[Provided records Boundary: Start]
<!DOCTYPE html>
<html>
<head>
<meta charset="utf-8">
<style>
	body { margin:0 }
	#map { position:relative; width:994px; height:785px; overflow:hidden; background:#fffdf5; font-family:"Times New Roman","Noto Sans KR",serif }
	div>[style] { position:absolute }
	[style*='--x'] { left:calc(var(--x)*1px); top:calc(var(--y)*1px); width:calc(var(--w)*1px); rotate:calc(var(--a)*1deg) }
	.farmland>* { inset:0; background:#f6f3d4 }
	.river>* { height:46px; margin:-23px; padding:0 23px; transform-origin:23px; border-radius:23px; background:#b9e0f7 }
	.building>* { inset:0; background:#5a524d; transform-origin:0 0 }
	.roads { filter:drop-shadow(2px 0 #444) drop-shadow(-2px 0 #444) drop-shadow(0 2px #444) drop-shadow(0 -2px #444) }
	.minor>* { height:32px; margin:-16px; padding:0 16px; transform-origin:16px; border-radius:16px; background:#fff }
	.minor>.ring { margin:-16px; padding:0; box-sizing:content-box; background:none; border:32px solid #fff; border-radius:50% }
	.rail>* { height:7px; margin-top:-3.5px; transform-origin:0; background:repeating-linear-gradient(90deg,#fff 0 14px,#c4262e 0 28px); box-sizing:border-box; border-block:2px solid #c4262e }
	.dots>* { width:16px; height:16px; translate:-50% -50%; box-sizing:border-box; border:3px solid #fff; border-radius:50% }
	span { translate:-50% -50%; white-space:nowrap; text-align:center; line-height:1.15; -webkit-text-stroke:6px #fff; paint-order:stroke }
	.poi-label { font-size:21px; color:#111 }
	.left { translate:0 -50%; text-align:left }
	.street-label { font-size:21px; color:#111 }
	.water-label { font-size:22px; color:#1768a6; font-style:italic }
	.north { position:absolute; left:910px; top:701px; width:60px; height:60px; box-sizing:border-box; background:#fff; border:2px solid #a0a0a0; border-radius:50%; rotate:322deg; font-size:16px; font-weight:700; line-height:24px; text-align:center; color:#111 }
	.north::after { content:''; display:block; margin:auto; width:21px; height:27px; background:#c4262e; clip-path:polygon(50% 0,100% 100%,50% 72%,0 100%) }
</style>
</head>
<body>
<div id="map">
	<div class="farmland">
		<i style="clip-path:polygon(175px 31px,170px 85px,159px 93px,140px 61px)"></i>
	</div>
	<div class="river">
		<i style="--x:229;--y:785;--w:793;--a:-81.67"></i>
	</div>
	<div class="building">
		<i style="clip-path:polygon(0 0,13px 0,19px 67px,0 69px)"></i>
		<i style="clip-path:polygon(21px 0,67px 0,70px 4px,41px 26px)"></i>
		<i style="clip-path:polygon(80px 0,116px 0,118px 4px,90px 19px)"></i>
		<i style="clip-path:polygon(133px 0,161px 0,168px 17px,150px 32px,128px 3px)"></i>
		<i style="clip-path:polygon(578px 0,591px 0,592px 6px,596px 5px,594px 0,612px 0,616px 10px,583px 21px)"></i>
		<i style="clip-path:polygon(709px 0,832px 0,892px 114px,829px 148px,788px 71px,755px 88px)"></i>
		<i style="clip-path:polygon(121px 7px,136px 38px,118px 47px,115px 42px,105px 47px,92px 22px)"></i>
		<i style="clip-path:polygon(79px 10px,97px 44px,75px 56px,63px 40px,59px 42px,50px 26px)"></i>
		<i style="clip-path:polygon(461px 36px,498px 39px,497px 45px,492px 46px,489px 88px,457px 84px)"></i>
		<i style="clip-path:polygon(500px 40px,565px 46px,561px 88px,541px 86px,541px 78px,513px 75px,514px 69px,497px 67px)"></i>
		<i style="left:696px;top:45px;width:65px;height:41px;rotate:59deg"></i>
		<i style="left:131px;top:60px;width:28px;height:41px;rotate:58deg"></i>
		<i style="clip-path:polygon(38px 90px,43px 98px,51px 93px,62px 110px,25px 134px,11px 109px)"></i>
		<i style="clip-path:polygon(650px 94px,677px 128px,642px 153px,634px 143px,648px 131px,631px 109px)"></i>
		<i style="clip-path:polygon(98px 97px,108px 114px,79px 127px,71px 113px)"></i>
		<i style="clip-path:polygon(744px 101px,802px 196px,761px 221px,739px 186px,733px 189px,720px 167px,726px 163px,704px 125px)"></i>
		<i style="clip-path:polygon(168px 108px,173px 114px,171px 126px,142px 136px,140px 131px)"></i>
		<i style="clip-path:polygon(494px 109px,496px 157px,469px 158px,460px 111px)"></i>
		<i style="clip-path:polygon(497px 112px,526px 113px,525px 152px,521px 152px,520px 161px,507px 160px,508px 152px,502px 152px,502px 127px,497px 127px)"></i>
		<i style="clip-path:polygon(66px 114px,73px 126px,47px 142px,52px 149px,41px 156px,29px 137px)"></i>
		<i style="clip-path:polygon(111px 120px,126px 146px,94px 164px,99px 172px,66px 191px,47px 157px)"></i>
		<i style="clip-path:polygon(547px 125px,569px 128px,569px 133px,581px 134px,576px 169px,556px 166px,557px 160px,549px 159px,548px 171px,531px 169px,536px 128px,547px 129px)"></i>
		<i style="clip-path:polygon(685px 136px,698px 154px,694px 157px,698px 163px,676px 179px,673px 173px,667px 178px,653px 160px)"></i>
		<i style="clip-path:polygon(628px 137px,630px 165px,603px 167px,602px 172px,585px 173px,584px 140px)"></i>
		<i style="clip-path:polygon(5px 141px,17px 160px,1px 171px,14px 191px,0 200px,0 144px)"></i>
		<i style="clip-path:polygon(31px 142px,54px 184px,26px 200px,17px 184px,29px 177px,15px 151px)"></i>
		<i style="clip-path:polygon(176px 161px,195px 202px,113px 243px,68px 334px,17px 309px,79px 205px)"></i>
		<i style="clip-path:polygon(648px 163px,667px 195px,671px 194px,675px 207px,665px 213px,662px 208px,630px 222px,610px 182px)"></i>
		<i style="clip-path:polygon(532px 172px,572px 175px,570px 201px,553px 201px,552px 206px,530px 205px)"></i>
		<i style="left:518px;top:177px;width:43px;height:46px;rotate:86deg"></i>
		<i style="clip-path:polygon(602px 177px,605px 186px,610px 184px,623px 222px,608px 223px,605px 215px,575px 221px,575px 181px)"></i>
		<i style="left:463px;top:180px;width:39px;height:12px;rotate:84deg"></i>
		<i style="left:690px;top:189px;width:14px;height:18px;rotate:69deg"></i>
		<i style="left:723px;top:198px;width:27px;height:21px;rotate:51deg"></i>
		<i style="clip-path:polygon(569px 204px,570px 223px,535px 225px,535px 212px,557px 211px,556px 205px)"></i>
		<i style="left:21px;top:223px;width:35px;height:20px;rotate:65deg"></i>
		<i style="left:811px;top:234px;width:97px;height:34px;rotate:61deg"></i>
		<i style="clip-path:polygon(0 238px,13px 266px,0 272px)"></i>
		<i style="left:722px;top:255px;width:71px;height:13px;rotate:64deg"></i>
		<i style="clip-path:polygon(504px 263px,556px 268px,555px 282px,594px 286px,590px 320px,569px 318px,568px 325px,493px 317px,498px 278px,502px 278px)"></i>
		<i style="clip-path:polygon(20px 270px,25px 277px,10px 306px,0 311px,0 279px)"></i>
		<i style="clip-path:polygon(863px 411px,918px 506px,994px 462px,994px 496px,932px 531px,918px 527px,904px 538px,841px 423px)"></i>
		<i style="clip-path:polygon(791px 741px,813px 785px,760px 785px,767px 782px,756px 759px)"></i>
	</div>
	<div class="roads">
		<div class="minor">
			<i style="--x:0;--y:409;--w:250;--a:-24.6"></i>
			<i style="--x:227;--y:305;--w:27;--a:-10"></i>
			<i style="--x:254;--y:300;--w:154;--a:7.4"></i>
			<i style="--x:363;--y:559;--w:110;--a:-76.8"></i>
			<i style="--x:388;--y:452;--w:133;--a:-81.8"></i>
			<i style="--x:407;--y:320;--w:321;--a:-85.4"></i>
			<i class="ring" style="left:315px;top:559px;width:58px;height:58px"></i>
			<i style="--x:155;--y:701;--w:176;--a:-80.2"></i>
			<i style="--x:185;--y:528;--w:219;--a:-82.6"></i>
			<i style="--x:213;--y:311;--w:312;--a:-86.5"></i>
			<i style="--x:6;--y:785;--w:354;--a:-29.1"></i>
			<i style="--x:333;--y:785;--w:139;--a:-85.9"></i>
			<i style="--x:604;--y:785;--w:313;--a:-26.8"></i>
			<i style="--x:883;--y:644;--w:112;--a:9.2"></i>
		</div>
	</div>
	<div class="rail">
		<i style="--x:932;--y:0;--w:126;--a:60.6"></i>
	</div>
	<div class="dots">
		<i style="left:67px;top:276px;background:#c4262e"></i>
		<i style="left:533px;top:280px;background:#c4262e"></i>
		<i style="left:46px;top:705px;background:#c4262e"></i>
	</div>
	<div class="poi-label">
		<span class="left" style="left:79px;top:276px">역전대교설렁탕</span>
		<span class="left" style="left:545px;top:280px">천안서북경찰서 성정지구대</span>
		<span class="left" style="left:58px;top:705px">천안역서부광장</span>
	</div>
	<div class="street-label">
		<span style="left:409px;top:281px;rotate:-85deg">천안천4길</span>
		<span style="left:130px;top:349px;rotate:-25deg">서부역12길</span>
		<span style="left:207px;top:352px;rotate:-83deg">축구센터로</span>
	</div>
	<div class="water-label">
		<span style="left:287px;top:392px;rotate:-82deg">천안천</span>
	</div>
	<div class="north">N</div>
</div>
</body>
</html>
[Provided records Boundary: End]
* _Your objective_: Copy every line of the data that holds the string "position".

* _Worked solution_:
	#map { position:relative; width:994px; height:785px; overflow:hidden; background:#fffdf5; font-family:"Times New Roman","Noto Sans KR",serif }
	div>[style] { position:absolute }
	.north { position:absolute; left:910px; top:701px; width:60px; height:60px; box-sizing:border-box; background:#fff; border:2px solid #a0a0a0; border-radius:50%; rotate:322deg; font-size:16px; font-weight:700; line-height:24px; text-align:center; color:#111 }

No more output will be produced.